Listed records: Begin

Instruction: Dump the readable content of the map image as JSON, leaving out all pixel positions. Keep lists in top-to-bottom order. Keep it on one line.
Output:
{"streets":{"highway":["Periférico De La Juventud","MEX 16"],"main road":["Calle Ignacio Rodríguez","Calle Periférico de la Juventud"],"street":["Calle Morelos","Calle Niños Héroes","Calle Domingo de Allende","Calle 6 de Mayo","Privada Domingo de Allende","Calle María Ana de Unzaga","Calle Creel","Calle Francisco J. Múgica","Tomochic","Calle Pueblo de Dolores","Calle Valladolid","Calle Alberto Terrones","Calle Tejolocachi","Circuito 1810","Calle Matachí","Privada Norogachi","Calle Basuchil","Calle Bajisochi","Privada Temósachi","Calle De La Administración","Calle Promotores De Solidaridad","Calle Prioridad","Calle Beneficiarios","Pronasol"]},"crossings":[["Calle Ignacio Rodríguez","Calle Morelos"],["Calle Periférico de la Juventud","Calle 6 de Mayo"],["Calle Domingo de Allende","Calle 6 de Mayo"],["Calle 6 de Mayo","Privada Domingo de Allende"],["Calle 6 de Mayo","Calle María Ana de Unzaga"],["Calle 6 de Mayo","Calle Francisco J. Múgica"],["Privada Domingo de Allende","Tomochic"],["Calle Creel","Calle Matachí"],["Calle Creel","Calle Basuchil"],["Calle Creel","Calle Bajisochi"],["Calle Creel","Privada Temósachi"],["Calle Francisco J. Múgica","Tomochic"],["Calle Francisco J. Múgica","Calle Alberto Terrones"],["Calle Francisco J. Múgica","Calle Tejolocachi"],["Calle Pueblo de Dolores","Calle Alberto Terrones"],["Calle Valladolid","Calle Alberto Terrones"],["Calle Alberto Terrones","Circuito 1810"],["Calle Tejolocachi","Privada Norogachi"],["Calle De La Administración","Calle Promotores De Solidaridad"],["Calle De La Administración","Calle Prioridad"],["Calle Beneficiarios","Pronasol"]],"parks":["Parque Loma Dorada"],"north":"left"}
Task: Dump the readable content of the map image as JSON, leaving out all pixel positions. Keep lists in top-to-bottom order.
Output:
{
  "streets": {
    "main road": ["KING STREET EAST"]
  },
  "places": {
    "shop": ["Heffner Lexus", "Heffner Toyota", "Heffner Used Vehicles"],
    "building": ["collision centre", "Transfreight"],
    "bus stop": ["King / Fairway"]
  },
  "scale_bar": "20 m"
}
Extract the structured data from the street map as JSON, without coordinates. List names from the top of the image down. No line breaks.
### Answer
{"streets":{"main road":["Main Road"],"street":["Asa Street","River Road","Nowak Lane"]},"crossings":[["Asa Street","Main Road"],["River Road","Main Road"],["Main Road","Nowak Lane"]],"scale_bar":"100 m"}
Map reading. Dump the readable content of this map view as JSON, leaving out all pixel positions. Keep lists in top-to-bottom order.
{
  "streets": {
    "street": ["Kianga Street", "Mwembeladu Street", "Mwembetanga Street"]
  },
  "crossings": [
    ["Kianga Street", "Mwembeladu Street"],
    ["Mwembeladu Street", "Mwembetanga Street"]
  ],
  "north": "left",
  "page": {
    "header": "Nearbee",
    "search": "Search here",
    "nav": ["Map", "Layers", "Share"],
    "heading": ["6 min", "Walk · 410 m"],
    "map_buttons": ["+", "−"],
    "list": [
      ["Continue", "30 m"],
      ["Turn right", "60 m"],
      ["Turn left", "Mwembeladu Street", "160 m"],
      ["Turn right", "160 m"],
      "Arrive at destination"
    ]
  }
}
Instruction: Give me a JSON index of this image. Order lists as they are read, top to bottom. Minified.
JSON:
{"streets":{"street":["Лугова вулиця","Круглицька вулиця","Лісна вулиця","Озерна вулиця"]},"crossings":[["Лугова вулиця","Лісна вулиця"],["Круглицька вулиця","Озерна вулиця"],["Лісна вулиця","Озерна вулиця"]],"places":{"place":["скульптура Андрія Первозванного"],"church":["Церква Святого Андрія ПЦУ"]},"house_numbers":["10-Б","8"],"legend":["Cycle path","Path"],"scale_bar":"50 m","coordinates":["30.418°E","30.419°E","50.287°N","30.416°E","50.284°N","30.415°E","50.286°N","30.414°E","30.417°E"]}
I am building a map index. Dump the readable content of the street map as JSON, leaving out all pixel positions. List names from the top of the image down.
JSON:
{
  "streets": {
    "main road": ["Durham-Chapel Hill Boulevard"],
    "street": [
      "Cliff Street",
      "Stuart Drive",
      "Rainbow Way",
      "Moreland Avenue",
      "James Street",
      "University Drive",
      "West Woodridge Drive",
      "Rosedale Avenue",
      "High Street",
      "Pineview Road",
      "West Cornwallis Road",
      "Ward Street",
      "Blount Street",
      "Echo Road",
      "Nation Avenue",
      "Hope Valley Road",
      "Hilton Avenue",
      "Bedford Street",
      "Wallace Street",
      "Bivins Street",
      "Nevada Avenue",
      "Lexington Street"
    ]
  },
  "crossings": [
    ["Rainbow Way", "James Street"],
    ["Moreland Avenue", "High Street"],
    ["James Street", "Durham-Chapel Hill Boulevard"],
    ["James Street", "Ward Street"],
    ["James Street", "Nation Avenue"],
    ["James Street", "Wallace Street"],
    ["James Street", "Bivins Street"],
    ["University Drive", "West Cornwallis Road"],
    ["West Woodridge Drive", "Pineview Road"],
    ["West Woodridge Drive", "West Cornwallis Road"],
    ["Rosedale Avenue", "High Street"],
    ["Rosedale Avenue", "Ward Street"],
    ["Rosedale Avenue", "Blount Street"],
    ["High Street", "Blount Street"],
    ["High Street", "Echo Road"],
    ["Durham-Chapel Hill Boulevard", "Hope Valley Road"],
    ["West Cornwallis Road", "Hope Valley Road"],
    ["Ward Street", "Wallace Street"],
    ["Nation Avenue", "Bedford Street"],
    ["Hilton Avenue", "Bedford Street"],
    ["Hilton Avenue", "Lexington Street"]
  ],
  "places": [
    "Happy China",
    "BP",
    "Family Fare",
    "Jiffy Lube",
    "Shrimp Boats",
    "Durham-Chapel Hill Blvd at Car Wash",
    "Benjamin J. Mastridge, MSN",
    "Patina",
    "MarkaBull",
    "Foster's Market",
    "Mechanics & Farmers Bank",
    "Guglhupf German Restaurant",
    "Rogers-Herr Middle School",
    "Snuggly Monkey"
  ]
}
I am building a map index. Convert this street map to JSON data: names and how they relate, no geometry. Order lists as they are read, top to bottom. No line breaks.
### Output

Listed records: End

* How to complete this task:
Return the records exactly, every line included.

* Result:
Instruction: Dump the readable content of the map image as JSON, leaving out all pixel positions. Keep lists in top-to-bottom order. Keep it on one line.
Output:
{"streets":{"highway":["Periférico De La Juventud","MEX 16"],"main road":["Calle Ignacio Rodríguez","Calle Periférico de la Juventud"],"street":["Calle Morelos","Calle Niños Héroes","Calle Domingo de Allende","Calle 6 de Mayo","Privada Domingo de Allende","Calle María Ana de Unzaga","Calle Creel","Calle Francisco J. Múgica","Tomochic","Calle Pueblo de Dolores","Calle Valladolid","Calle Alberto Terrones","Calle Tejolocachi","Circuito 1810","Calle Matachí","Privada Norogachi","Calle Basuchil","Calle Bajisochi","Privada Temósachi","Calle De La Administración","Calle Promotores De Solidaridad","Calle Prioridad","Calle Beneficiarios","Pronasol"]},"crossings":[["Calle Ignacio Rodríguez","Calle Morelos"],["Calle Periférico de la Juventud","Calle 6 de Mayo"],["Calle Domingo de Allende","Calle 6 de Mayo"],["Calle 6 de Mayo","Privada Domingo de Allende"],["Calle 6 de Mayo","Calle María Ana de Unzaga"],["Calle 6 de Mayo","Calle Francisco J. Múgica"],["Privada Domingo de Allende","Tomochic"],["Calle Creel","Calle Matachí"],["Calle Creel","Calle Basuchil"],["Calle Creel","Calle Bajisochi"],["Calle Creel","Privada Temósachi"],["Calle Francisco J. Múgica","Tomochic"],["Calle Francisco J. Múgica","Calle Alberto Terrones"],["Calle Francisco J. Múgica","Calle Tejolocachi"],["Calle Pueblo de Dolores","Calle Alberto Terrones"],["Calle Valladolid","Calle Alberto Terrones"],["Calle Alberto Terrones","Circuito 1810"],["Calle Tejolocachi","Privada Norogachi"],["Calle De La Administración","Calle Promotores De Solidaridad"],["Calle De La Administración","Calle Prioridad"],["Calle Beneficiarios","Pronasol"]],"parks":["Parque Loma Dorada"],"north":"left"}
Task: Dump the readable content of the map image as JSON, leaving out all pixel positions. Keep lists in top-to-bottom order.
Output:
{
  "streets": {
    "main road": ["KING STREET EAST"]
  },
  "places": {
    "shop": ["Heffner Lexus", "Heffner Toyota", "Heffner Used Vehicles"],
    "building": ["collision centre", "Transfreight"],
    "bus stop": ["King / Fairway"]
  },
  "scale_bar": "20 m"
}
Extract the structured data from the street map as JSON, without coordinates. List names from the top of the image down. No line breaks.
### Answer
{"streets":{"main road":["Main Road"],"street":["Asa Street","River Road","Nowak Lane"]},"crossings":[["Asa Street","Main Road"],["River Road","Main Road"],["Main Road","Nowak Lane"]],"scale_bar":"100 m"}
Map reading. Dump the readable content of this map view as JSON, leaving out all pixel positions. Keep lists in top-to-bottom order.
{
  "streets": {
    "street": ["Kianga Street", "Mwembeladu Street", "Mwembetanga Street"]
  },
  "crossings": [
    ["Kianga Street", "Mwembeladu Street"],
    ["Mwembeladu Street", "Mwembetanga Street"]
  ],
  "north": "left",
  "page": {
    "header": "Nearbee",
    "search": "Search here",
    "nav": ["Map", "Layers", "Share"],
    "heading": ["6 min", "Walk · 410 m"],
    "map_buttons": ["+", "−"],
    "list": [
      ["Continue", "30 m"],
      ["Turn right", "60 m"],
      ["Turn left", "Mwembeladu Street", "160 m"],
      ["Turn right", "160 m"],
      "Arrive at destination"
    ]
  }
}
Instruction: Give me a JSON index of this image. Order lists as they are read, top to bottom. Minified.
JSON:
{"streets":{"street":["Лугова вулиця","Круглицька вулиця","Лісна вулиця","Озерна вулиця"]},"crossings":[["Лугова вулиця","Лісна вулиця"],["Круглицька вулиця","Озерна вулиця"],["Лісна вулиця","Озерна вулиця"]],"places":{"place":["скульптура Андрія Первозванного"],"church":["Церква Святого Андрія ПЦУ"]},"house_numbers":["10-Б","8"],"legend":["Cycle path","Path"],"scale_bar":"50 m","coordinates":["30.418°E","30.419°E","50.287°N","30.416°E","50.284°N","30.415°E","50.286°N","30.414°E","30.417°E"]}
I am building a map index. Dump the readable content of the street map as JSON, leaving out all pixel positions. List names from the top of the image down.
JSON:
{
  "streets": {
    "main road": ["Durham-Chapel Hill Boulevard"],
    "street": [
      "Cliff Street",
      "Stuart Drive",
      "Rainbow Way",
      "Moreland Avenue",
      "James Street",
      "University Drive",
      "West Woodridge Drive",
      "Rosedale Avenue",
      "High Street",
      "Pineview Road",
      "West Cornwallis Road",
      "Ward Street",
      "Blount Street",
      "Echo Road",
      "Nation Avenue",
      "Hope Valley Road",
      "Hilton Avenue",
      "Bedford Street",
      "Wallace Street",
      "Bivins Street",
      "Nevada Avenue",
      "Lexington Street"
    ]
  },
  "crossings": [
    ["Rainbow Way", "James Street"],
    ["Moreland Avenue", "High Street"],
    ["James Street", "Durham-Chapel Hill Boulevard"],
    ["James Street", "Ward Street"],
    ["James Street", "Nation Avenue"],
    ["James Street", "Wallace Street"],
    ["James Street", "Bivins Street"],
    ["University Drive", "West Cornwallis Road"],
    ["West Woodridge Drive", "Pineview Road"],
    ["West Woodridge Drive", "West Cornwallis Road"],
    ["Rosedale Avenue", "High Street"],
    ["Rosedale Avenue", "Ward Street"],
    ["Rosedale Avenue", "Blount Street"],
    ["High Street", "Blount Street"],
    ["High Street", "Echo Road"],
    ["Durham-Chapel Hill Boulevard", "Hope Valley Road"],
    ["West Cornwallis Road", "Hope Valley Road"],
    ["Ward Street", "Wallace Street"],
    ["Nation Avenue", "Bedford Street"],
    ["Hilton Avenue", "Bedford Street"],
    ["Hilton Avenue", "Lexington Street"]
  ],
  "places": [
    "Happy China",
    "BP",
    "Family Fare",
    "Jiffy Lube",
    "Shrimp Boats",
    "Durham-Chapel Hill Blvd at Car Wash",
    "Benjamin J. Mastridge, MSN",
    "Patina",
    "MarkaBull",
    "Foster's Market",
    "Mechanics & Farmers Bank",
    "Guglhupf German Restaurant",
    "Rogers-Herr Middle School",
    "Snuggly Monkey"
  ]
}
I am building a map index. Convert this street map to JSON data: names and how they relate, no geometry. Order lists as they are read, top to bottom. No line breaks.
### Output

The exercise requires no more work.